### Exercise directions
Where the word "nowrap" occurs in a line of the listing below, copy that line.

### Input
----
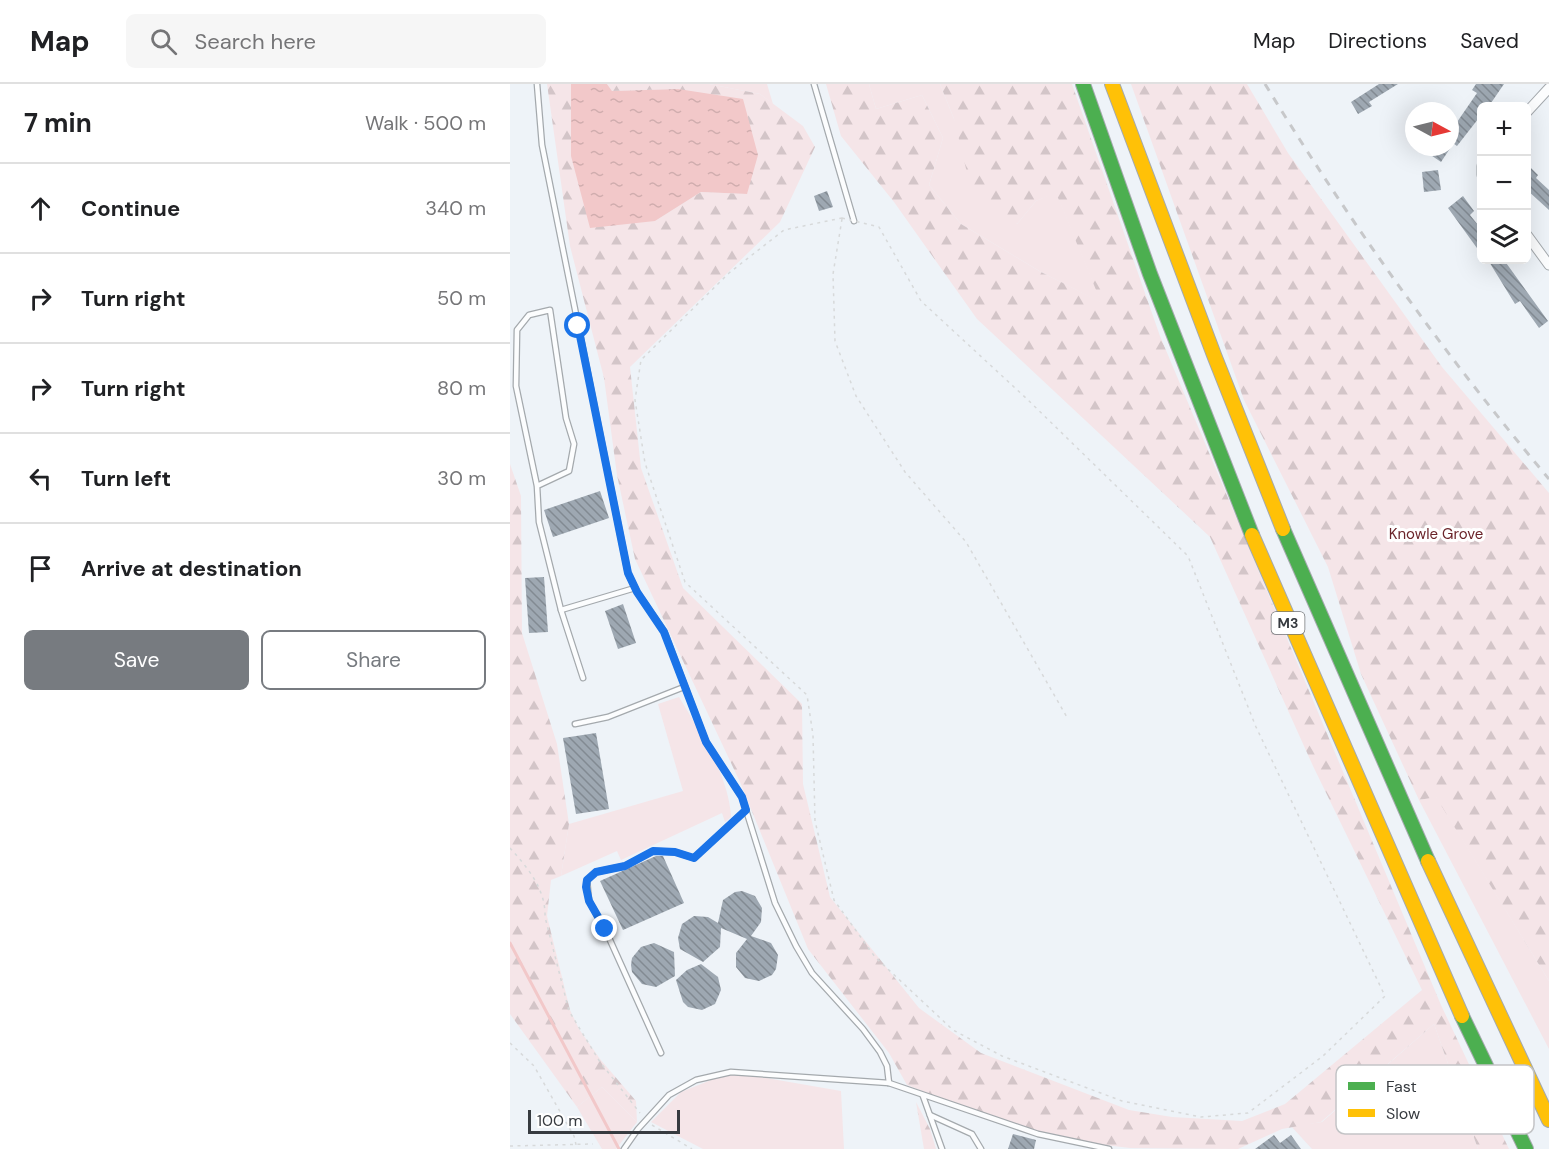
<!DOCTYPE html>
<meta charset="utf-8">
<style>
body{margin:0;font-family:"DM Sans",sans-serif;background:#f6f6f6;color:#202124}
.controls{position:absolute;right:18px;top:18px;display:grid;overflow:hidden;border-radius:9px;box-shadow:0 6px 24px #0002}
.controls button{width:54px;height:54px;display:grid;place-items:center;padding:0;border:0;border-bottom:2px solid #e0e0e0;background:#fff;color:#202124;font:30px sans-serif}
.compass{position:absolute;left:895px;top:18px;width:54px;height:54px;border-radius:50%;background:#fff;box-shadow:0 6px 24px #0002;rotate:97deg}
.scale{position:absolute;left:18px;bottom:15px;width:152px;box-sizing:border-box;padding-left:6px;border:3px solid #373b40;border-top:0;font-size:16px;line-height:21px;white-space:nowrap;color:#373b40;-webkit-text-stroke:4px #fff;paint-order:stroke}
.stop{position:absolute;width:18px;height:18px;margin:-14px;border:4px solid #1a73e8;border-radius:50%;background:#fff}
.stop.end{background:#1a73e8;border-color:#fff;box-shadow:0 2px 6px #0008}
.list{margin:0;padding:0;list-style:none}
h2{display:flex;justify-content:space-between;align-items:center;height:78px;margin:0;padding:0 24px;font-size:26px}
h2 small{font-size:20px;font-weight:400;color:#757577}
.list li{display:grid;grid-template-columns:39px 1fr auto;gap:18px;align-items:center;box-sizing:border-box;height:90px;padding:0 24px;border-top:2px solid #e0e0e0}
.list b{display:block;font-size:22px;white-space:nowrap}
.list em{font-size:20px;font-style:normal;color:#757577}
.actions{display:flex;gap:12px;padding:18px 24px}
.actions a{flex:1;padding:14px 0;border:2px solid #777b80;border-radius:9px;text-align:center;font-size:21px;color:#777b80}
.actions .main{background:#777b80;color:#fff}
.icon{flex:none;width:33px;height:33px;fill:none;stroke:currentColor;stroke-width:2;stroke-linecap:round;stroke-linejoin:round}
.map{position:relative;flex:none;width:1039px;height:1065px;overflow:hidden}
header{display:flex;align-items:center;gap:36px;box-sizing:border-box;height:84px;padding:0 30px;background:#fff;border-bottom:2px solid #e0e0e0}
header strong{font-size:28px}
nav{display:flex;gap:33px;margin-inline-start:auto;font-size:21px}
.search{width:420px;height:54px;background:#f6f6f6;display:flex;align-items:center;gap:15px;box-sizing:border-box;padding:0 21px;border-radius:9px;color:#757577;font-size:22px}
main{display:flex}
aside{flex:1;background:#fff}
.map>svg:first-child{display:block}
.green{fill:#f5e5e8}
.forest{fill:url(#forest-firs)}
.water{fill:url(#water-ripples)}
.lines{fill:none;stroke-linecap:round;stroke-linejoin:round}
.stream{stroke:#f2c8c9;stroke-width:3}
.building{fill:url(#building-back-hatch)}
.lane-casing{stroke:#a4a9ad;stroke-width:7}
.street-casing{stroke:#a4a9ad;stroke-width:11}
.fast-casing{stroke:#a4a9ad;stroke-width:16}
.slow-casing{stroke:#a4a9ad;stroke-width:16}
.path{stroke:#d7d9da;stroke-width:1.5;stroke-dasharray:3 4.5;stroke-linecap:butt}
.lane{stroke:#fcfdfe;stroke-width:4.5}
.street{stroke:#fcfdfe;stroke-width:9}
.fast{stroke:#4caf50;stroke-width:14}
.slow{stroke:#ffc107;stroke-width:14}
.rail{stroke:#c7c8ca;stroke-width:3;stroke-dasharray:8 8;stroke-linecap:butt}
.route{stroke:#1a73e8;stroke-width:8}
.labels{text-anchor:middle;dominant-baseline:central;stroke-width:6;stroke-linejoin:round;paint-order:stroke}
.shield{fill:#fff;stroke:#737679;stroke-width:1.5}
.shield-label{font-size:14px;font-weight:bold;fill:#373b40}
.park-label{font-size:15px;fill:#6b242a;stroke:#fff}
.key{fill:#fff;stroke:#c3c4c6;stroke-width:1.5}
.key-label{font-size:16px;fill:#373b40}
</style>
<header>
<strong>Map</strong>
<div class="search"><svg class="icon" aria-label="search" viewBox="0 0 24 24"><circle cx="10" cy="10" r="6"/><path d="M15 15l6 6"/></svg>Search here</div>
<nav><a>Map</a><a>Directions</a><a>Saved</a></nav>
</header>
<main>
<aside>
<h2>7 min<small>Walk · 500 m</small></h2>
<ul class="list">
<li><svg class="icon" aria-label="ahead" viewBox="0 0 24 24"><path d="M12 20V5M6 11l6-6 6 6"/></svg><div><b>Continue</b></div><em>340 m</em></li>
<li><svg class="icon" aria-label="right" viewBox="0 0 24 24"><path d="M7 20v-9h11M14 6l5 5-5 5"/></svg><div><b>Turn right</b></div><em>50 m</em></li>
<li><svg class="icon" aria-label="right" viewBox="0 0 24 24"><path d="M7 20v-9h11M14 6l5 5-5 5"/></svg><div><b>Turn right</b></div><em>80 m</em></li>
<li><svg class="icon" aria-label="left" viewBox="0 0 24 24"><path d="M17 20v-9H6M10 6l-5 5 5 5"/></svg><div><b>Turn left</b></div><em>30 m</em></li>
<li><svg class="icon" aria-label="arrive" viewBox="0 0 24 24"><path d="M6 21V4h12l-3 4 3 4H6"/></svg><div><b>Arrive at destination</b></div></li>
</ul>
<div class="actions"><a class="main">Save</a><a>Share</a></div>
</aside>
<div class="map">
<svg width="1039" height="1065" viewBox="0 0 1039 1065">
<defs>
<pattern id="forest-firs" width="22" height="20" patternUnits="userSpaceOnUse" patternTransform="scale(1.5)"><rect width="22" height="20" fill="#f5e5e8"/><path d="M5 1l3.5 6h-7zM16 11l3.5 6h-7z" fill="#d3c5c8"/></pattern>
<pattern id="water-ripples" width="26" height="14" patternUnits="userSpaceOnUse" patternTransform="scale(1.5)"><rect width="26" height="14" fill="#f2c8c9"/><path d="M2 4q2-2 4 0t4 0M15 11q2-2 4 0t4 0" fill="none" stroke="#d0adae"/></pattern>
<pattern id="building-back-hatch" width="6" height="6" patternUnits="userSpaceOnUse" patternTransform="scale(1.5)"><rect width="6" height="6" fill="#9ea8b2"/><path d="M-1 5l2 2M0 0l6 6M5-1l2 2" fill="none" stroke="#828a92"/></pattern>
</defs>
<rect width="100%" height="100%" fill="#eef3f8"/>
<g class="green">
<path d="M199 0H257L263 20 250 10Z"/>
<path d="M359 0H430L444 35 507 140 526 117 546 108 592 219 531 188 451 140 419 101 433 54 412 11 366 25Z"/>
<path d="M169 613C190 648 219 692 221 733L215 738 212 729 111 776 107 767 51 792 59 740 173 707 148 620Z"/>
<path d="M926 712 1039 897V965L909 716Z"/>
<path d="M924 940 968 1065H802L781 1042 812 1038Z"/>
<path d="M221 988 331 1007 334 1065H193L141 1038 171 1008Z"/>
<path d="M92 1003 127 1038 106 1065H92L67 1023Z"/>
</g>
<g class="forest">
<path d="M37 0H61V72L145 137 191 108 237 110 168 5 102 7 97 0H199L250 10 293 42 305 63 270 138 120 283 131 384 173 504 292 620 293 700 320 813 409 924 471 969 619 1026 662 1033 732 1037 775 1020 912 906 803 682 700 453 467 235 384 118 331 52 316 0H359L366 25 412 11 433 54 419 101 451 140 531 188 591 218 546 109 526 117 507 140 459 97 444 35 430 0H562L650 252 931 921 999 1065H968L924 940 811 1038 772 1045 728 1065 620 1064 578 1059 529 1048 460 1026 397 1001 379 969 298 865 230 698 125 475 107 391 94 294 60 162Z"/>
<path d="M621 0H737L778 69 932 283 1039 409V897L926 713 909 716 851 590 818 483 734 316Z"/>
<path d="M0 380 11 412 12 549 47 660 59 740 51 792 41 796 37 832 60 926 69 945 90 975 126 1017 127 1038 92 1003 67 1023 0 930Z"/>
<path d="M406 1018 420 1045 426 1065H414Z"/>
</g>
<path class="water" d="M61 0H97L102 7 168 5 233 15 248 71 237 110 191 108 145 137 80 144 61 72Z"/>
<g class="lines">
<path class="stream" d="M0 859 109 1065"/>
</g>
<g class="building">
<path d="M869 0H888L859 18 862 22 848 30 841 18Z"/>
<path d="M966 0H994L981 19 972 22V30L947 62 940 57V38L945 41 967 9 962 6Z"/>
<path d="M909 63H941L931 78Z"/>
<path d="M1017 80 1028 91 1026 94 1039 106V126L1017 106Z"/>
<path d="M928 86 931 106 914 108 912 88Z"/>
<path d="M317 107 323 123 309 127 304 112Z"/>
<path d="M953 112 964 127 960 131 972 146V171L938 124Z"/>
<path d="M978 176H994L1038 237 1029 244 1010 217 1005 220Z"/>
<path d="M90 407 99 434 43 453 34 426Z"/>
<path d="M34 493 38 548 19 549 15 494Z"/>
<path d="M113 520 126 559 108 565 95 527Z"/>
<path d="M86 649 99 725 66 730 53 654Z"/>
<path d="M146 772H153L174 819 113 846 90 797Z"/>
<path d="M232 807 245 812 252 824 251 838 241 852 261 859 268 871 266 885 262 891 249 897 235 894 226 883V869L237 855 211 844 210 863 193 878 170 865 168 854 172 840 184 832 198 833 208 839 213 816 225 808Z"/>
<path d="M144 859 164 868 165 892 146 903 132 900 122 888 121 881 122 874 131 863Z"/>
<path d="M191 880 208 893 211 906 205 920 192 926 178 923 173 918 166 896 177 886Z"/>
<path d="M503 1050 526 1056 524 1065H498Z"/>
<path d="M764 1051 770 1059 781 1051 791 1065H745Z"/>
</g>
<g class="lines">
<defs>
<g id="lane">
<path d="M27 0 32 61 118 489 127 508 154 547 196 658 232 713 265 819 286 862 302 889 353 945 370 968 377 982 379 999"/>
<path d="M304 0 344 137"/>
<path d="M27 402 59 387 64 360 56 334 40 226 19 231 7 246 6 302 27 402 29 438 51 526 73 594"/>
<path d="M51 526 125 504"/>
<path d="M65 640 98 633 174 603"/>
<path d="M151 969 95 845 79 817 77 796 86 788 115 782 143 767 165 768 184 774 236 726"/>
<path d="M413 1012 432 1065"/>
<path d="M420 1031 462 1050 471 1065"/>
<path d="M114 1065 128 1045 159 1011 186 996 221 988 379 999 528 1050 599 1065"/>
</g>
<g id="street">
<path d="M1017 28 1039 4"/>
<path d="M972 82V91"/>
<path d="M1017 151 1039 181"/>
</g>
<g id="fast">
<path d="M573 0 640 190 742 451"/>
<path d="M773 445 918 777"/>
<path d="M952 932 1016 1065"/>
</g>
<g id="slow">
<path d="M602 0 704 271 773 445"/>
<path d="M742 451 952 932"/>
<path d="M918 777 1039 1036"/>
</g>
</defs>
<use href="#lane" class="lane-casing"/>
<use href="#street" class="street-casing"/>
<use href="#fast" class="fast-casing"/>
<use href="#slow" class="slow-casing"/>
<g class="path">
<path d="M332 134 369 143 411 217 517 315 678 472 746 643 875 912 813 972 738 1029 691 1033 612 1017 492 972 443 946 365 873 324 816 305 737 303 651 297 611 175 498 135 379 125 316 131 276 219 189 274 146Z"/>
<path d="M332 135 323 190 325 257 346 312 395 388 456 458 558 635"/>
<path d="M0 764C17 783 36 805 35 833L59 927 90 978 130 1029"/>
<path d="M0 959 24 982 64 1052 67 1065"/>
<path d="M142 1041 182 1065"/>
<path d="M0 1062 83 1060"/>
</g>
<use href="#lane" class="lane"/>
<use href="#street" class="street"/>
<use href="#fast" class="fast"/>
<use href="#slow" class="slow"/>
<path class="rail" d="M755 0C840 139 934 270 1039 395"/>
</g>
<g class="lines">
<path class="route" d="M68 242 118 489 127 508 154 548 196 658 232 713 236 726 184 774 165 768 143 767 115 782 86 788 77 796 76 803 79 817 95 845"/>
</g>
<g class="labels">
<rect class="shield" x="761.5" y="528" width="33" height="22" rx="4.5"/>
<g class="shield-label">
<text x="778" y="539">M3</text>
</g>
<g class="park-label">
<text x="926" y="450">Knowle Grove</text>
</g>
</g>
<rect x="826" y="981" width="198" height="69" rx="9" class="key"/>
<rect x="838" y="998" width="27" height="8" fill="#4caf50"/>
<rect x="838" y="1025" width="27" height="8" fill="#ffc107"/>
<g class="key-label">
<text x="876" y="1008">Fast</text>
<text x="876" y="1035">Slow</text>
</g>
</svg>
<div class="controls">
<button>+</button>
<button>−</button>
<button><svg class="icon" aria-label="layers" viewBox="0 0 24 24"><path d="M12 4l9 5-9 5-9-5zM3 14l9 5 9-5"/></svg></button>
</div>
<svg class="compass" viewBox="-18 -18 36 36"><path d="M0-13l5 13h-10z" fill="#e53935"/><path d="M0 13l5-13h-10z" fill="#757577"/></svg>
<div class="scale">100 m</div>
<div class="stop" style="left:68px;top:242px"></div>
<div class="stop end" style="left:95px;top:845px"></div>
</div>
</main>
----
### Solution to the exercise
.scale{position:absolute;left:18px;bottom:15px;width:152px;box-sizing:border-box;padding-left:6px;border:3px solid #373b40;border-top:0;font-size:16px;line-height:21px;white-space:nowrap;color:#373b40;-webkit-text-stroke:4px #fff;paint-order:stroke}
.list b{display:block;font-size:22px;white-space:nowrap}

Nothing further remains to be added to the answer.